(Stored data entries)
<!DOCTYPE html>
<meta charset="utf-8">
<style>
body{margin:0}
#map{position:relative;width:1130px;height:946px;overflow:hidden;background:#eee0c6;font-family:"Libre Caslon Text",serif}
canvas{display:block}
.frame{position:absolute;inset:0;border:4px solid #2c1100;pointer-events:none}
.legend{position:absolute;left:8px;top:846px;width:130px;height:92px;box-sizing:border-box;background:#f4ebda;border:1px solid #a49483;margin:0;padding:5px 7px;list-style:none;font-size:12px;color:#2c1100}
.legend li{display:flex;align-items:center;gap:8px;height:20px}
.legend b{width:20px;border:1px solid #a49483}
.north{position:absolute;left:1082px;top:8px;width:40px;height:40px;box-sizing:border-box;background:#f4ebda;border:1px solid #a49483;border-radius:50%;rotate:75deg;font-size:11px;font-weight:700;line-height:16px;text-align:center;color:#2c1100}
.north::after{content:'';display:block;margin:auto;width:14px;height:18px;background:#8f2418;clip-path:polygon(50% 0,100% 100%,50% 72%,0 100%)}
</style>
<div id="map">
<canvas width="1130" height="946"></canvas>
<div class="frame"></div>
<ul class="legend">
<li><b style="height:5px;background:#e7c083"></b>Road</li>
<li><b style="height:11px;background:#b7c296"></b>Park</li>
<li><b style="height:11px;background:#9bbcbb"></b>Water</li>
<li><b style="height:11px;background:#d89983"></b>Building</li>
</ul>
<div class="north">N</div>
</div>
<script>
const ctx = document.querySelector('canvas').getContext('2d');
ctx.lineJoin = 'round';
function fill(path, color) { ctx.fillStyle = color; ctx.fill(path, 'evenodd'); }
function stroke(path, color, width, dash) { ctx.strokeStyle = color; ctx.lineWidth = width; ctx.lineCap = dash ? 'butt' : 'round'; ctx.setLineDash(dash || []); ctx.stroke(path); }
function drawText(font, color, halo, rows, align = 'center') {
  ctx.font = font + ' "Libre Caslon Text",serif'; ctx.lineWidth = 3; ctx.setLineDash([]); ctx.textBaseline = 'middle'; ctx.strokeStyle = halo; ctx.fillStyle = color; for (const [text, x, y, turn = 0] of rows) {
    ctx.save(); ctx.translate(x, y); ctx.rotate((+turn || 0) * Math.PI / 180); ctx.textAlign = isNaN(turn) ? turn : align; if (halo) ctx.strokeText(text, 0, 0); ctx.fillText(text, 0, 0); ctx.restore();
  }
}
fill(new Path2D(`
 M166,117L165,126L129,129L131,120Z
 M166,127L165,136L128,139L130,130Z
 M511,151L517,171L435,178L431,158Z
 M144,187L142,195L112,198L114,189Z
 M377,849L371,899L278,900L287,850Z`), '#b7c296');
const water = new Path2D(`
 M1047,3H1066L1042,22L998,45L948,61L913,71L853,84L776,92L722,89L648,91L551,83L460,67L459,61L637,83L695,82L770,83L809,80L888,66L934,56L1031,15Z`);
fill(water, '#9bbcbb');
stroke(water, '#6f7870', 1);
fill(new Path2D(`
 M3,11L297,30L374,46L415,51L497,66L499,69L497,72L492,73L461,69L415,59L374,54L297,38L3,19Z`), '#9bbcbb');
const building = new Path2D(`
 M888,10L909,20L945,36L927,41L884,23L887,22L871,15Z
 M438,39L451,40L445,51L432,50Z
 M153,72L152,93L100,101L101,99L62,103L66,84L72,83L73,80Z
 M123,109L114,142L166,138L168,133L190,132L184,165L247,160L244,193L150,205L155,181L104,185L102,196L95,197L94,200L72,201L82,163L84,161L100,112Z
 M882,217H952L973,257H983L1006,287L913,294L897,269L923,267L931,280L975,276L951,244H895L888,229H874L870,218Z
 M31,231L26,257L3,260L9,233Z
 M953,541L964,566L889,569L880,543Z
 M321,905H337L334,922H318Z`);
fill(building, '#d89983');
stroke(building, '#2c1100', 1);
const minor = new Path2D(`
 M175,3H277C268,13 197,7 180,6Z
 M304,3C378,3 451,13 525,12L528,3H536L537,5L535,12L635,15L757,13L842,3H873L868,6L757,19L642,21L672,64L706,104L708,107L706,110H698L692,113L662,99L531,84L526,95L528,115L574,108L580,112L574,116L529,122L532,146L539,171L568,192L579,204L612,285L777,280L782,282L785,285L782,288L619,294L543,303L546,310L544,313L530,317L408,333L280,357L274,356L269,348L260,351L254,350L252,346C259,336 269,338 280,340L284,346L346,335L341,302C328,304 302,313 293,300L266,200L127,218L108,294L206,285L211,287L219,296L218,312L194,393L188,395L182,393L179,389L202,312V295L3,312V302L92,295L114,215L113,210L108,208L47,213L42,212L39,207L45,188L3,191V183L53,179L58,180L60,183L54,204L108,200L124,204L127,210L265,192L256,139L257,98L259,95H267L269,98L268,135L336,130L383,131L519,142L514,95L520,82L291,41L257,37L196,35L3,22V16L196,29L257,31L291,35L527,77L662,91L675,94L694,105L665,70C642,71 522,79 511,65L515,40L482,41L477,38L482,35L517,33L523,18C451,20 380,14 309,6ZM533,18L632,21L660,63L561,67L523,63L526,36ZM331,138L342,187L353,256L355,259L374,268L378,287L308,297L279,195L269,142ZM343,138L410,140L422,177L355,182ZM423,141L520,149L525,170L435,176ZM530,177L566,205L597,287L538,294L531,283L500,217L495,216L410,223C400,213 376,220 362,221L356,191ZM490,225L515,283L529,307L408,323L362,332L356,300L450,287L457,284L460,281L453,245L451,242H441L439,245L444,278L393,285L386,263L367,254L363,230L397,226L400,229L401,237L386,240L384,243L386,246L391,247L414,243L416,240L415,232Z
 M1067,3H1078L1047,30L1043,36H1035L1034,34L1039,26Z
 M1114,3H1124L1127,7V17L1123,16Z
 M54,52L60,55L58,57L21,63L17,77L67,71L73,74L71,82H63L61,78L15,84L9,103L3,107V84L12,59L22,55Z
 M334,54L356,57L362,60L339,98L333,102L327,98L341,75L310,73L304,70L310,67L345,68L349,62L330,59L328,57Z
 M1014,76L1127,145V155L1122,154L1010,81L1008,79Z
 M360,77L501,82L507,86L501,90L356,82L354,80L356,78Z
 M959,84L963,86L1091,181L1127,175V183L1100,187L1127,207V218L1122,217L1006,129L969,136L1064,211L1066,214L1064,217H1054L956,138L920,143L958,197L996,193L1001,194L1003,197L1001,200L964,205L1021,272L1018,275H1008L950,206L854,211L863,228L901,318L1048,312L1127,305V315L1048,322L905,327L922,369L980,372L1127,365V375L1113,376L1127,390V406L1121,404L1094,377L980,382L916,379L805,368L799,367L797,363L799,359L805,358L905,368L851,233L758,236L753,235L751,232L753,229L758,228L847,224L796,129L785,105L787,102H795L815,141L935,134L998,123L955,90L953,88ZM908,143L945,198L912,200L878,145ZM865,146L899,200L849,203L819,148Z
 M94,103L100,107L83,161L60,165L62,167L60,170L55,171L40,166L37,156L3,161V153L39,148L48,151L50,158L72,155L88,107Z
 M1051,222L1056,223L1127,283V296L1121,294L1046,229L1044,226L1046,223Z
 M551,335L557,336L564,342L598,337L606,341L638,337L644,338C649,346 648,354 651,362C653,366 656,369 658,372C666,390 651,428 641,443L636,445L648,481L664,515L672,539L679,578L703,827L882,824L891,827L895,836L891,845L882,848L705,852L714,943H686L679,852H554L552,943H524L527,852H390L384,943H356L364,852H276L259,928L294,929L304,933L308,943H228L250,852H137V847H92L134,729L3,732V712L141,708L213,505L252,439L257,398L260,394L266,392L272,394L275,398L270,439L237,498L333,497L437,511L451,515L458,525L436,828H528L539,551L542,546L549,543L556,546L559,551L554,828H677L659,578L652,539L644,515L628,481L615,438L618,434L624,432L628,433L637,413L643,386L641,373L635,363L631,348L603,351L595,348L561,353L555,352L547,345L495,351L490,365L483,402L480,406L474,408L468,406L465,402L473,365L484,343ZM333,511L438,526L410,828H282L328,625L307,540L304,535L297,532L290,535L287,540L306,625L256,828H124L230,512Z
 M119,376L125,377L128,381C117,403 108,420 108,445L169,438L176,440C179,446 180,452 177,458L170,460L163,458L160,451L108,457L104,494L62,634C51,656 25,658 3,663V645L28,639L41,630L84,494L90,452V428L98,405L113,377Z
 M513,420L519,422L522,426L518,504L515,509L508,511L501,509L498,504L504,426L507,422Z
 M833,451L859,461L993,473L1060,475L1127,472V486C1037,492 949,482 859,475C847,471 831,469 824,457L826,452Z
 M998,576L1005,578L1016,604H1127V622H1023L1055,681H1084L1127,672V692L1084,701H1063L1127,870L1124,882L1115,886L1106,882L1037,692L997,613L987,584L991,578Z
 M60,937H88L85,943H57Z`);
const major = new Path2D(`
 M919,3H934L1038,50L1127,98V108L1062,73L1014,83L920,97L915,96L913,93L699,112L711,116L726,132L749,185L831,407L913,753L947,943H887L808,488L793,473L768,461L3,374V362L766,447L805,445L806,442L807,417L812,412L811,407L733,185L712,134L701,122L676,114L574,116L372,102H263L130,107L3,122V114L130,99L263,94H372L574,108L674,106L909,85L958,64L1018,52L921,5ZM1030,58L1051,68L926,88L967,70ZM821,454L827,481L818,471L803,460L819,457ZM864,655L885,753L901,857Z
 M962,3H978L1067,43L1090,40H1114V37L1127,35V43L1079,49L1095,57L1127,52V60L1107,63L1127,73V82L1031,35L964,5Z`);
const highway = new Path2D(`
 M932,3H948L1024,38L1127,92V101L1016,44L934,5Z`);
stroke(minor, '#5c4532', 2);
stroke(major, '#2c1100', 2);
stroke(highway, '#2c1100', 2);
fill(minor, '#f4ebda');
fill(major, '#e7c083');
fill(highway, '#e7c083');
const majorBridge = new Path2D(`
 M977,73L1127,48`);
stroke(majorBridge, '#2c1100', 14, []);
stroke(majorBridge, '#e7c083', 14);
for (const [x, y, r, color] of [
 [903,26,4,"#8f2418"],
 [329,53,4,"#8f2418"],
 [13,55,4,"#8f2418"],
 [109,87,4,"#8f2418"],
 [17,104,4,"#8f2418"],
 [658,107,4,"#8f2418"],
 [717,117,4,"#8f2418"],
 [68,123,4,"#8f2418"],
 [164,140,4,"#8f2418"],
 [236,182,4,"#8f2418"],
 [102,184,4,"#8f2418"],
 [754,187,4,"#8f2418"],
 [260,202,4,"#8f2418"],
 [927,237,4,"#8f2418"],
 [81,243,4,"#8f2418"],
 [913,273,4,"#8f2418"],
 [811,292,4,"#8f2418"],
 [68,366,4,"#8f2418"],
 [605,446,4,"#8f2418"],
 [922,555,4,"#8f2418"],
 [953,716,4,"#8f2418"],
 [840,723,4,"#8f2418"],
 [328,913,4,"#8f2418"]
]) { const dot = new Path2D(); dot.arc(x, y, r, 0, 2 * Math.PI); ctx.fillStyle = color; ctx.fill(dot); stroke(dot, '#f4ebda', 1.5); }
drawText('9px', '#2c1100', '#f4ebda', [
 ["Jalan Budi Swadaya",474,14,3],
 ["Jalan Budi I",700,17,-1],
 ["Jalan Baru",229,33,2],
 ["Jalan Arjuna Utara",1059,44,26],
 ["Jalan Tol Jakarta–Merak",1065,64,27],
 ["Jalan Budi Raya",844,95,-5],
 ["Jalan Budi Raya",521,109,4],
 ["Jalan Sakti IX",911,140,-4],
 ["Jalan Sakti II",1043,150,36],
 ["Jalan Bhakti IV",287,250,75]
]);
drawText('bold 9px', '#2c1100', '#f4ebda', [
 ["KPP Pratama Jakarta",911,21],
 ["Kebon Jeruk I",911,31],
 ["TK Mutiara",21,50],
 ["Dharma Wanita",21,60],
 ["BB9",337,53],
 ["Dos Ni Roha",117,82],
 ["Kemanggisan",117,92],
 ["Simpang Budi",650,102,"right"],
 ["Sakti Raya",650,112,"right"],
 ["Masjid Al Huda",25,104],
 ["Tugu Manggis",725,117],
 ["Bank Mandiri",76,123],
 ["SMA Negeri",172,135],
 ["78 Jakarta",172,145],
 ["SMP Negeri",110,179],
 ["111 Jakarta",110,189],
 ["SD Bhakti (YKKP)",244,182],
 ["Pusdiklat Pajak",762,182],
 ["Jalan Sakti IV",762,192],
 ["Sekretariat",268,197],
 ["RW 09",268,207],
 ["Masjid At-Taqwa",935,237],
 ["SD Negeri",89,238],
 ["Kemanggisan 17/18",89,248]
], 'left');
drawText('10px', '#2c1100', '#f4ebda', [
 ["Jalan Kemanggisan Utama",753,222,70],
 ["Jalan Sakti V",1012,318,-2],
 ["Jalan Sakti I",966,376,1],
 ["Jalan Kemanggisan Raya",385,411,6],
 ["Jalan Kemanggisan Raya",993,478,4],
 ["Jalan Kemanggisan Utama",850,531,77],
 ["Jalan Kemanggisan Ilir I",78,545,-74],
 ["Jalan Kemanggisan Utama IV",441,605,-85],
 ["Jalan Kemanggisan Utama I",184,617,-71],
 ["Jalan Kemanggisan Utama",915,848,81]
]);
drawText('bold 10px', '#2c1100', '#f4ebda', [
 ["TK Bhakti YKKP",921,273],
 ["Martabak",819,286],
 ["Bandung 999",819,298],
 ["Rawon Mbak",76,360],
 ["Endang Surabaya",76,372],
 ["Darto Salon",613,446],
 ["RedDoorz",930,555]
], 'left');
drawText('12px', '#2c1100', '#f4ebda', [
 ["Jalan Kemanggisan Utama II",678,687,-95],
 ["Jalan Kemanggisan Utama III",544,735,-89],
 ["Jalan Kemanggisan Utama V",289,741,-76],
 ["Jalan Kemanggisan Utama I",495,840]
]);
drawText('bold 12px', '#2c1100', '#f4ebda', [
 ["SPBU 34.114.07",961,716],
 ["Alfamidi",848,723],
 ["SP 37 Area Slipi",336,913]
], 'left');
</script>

ASSIGNMENT
The word "function" may appear in several lines of the data; count those lines and give only the number.

TASK SOLUTION
3